== Task details ==
Whenever a line in the data holds the string "space", pull that line out.

Top of Record excerpts

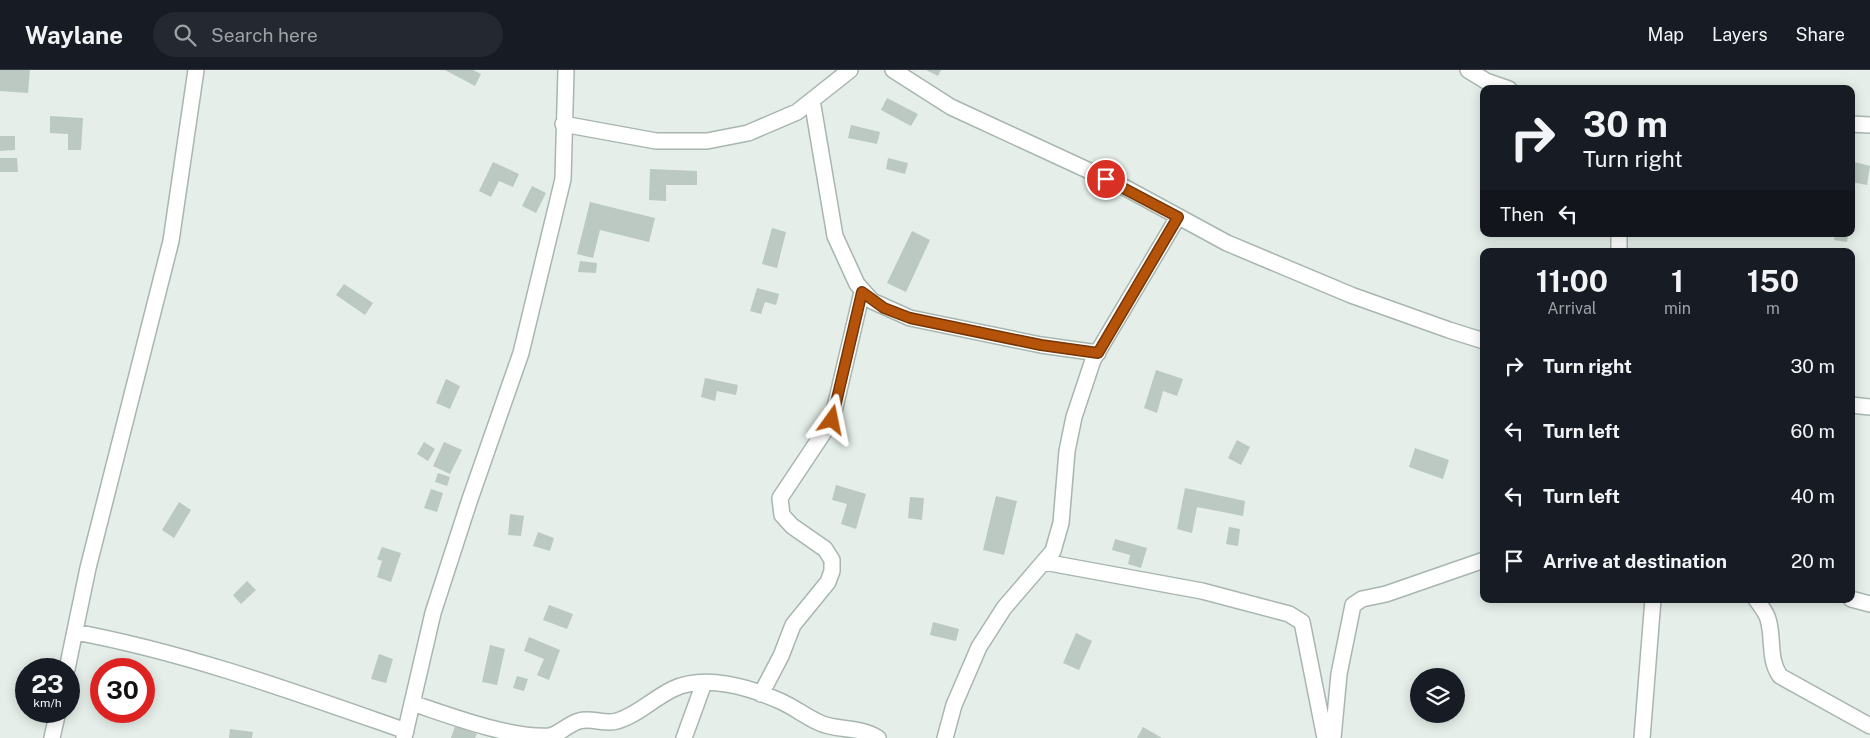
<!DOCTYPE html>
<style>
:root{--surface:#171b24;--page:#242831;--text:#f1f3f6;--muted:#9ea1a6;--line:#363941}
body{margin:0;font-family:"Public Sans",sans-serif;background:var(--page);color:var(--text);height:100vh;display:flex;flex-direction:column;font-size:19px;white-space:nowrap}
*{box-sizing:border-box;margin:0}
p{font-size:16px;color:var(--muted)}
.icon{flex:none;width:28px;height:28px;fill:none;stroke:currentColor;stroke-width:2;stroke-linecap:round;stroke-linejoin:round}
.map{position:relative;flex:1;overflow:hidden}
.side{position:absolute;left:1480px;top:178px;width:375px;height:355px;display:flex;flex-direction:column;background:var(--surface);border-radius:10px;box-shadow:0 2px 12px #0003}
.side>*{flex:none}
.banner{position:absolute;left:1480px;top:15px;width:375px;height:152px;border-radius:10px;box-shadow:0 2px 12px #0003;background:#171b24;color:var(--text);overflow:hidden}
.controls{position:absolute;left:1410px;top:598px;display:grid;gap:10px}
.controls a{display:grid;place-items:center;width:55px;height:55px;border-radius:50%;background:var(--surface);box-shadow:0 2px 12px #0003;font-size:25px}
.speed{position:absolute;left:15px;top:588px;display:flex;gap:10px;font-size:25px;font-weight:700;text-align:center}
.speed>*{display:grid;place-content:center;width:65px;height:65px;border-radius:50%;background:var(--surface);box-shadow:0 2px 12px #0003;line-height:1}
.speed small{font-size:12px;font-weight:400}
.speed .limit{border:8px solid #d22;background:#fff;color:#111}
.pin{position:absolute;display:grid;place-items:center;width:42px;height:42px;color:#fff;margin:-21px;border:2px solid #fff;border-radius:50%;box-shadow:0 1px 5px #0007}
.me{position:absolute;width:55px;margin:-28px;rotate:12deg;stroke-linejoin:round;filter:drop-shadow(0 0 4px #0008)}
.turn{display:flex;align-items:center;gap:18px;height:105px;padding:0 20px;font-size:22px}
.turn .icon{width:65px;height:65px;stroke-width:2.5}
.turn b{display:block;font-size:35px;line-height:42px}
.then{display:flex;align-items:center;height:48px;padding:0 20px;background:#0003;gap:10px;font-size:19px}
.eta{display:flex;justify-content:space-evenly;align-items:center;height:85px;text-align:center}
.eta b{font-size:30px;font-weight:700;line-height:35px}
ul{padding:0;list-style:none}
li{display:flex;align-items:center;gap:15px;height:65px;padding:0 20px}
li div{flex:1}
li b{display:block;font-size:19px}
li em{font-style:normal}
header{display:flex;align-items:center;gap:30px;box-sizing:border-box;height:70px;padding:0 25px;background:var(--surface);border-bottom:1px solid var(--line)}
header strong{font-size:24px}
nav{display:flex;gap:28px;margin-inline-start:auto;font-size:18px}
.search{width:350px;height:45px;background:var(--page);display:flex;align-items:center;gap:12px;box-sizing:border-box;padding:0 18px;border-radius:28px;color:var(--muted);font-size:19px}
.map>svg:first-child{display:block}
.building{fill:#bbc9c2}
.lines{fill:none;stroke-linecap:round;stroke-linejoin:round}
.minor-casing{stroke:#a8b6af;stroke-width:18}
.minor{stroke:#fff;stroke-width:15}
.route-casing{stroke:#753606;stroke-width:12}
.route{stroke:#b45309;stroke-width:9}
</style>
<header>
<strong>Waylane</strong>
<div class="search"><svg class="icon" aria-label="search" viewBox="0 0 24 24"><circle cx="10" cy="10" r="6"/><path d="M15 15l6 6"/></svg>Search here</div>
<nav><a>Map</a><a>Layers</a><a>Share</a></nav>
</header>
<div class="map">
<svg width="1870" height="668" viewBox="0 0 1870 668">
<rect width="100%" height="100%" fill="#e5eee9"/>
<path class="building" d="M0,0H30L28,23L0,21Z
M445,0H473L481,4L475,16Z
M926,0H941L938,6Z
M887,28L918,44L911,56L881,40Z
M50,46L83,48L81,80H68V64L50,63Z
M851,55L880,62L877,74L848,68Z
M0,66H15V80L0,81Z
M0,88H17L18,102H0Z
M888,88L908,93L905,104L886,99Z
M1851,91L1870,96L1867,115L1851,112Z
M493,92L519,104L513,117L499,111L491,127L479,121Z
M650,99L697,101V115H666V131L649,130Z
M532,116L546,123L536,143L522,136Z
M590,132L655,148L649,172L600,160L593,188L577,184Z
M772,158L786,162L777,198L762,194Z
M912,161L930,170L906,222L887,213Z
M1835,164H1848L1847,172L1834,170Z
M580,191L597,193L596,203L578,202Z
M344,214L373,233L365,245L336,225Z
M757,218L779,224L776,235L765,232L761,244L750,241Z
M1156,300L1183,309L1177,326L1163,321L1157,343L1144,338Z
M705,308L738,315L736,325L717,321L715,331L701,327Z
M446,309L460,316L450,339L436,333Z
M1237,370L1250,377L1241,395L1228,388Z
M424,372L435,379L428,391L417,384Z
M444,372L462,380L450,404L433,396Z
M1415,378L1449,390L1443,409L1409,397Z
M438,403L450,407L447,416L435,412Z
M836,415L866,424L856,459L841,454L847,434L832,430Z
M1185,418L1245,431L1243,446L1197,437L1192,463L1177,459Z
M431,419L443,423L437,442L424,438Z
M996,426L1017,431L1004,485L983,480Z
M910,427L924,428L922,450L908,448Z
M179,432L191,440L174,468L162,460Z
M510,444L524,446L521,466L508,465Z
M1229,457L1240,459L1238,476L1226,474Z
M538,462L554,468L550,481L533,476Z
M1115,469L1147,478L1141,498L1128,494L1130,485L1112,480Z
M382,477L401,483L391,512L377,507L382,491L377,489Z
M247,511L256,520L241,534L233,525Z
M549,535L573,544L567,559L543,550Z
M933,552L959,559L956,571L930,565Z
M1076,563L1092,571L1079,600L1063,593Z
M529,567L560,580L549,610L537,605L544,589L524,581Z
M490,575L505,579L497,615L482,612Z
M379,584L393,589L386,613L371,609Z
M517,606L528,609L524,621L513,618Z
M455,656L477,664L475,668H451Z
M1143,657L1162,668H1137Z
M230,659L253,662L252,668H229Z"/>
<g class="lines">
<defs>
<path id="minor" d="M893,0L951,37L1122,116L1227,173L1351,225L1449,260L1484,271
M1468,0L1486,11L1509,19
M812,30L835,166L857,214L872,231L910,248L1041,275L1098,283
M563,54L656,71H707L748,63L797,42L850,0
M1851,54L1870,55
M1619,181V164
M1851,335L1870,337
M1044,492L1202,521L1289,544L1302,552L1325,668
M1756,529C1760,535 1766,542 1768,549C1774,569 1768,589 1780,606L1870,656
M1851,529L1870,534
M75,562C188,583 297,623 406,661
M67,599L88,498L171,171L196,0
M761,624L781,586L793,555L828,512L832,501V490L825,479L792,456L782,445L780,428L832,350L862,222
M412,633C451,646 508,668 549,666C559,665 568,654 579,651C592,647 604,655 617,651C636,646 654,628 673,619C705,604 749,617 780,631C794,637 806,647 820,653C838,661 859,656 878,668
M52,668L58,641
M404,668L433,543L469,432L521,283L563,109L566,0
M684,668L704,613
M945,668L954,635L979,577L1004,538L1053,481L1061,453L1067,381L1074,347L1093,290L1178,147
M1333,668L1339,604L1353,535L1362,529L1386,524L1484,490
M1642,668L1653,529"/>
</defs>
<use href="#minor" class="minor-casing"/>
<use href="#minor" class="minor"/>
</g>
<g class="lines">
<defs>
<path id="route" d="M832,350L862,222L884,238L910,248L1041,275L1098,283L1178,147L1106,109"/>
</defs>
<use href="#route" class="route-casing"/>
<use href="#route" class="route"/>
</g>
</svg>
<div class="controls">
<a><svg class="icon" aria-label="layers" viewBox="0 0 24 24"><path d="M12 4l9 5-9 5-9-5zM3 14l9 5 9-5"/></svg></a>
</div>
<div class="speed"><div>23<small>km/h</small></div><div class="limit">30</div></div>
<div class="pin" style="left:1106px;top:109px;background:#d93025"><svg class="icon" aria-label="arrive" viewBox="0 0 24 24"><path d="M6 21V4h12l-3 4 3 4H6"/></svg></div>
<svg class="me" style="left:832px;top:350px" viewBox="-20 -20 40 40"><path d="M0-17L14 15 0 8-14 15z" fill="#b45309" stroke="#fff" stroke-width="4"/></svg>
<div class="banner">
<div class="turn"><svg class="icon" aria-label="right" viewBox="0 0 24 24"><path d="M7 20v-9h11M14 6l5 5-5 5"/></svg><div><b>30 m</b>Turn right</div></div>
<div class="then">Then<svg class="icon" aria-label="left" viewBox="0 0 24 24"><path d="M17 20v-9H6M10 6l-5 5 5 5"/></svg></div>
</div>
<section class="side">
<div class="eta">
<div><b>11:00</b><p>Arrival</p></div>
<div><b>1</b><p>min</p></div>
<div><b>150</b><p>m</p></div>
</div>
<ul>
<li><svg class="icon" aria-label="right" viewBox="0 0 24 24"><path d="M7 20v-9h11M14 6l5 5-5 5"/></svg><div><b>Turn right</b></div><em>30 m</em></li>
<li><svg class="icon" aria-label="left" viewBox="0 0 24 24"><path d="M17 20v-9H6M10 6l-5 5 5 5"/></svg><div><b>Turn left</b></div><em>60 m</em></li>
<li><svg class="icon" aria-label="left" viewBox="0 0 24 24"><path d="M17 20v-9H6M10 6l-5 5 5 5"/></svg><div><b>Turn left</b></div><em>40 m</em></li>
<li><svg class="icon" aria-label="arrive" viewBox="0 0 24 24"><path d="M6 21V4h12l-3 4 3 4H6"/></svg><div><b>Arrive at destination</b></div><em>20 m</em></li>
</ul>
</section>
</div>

Bottom of Record excerpts

== Reply ==
body{margin:0;font-family:"Public Sans",sans-serif;background:var(--page);color:var(--text);height:100vh;display:flex;flex-direction:column;font-size:19px;white-space:nowrap}
.eta{display:flex;justify-content:space-evenly;align-items:center;height:85px;text-align:center}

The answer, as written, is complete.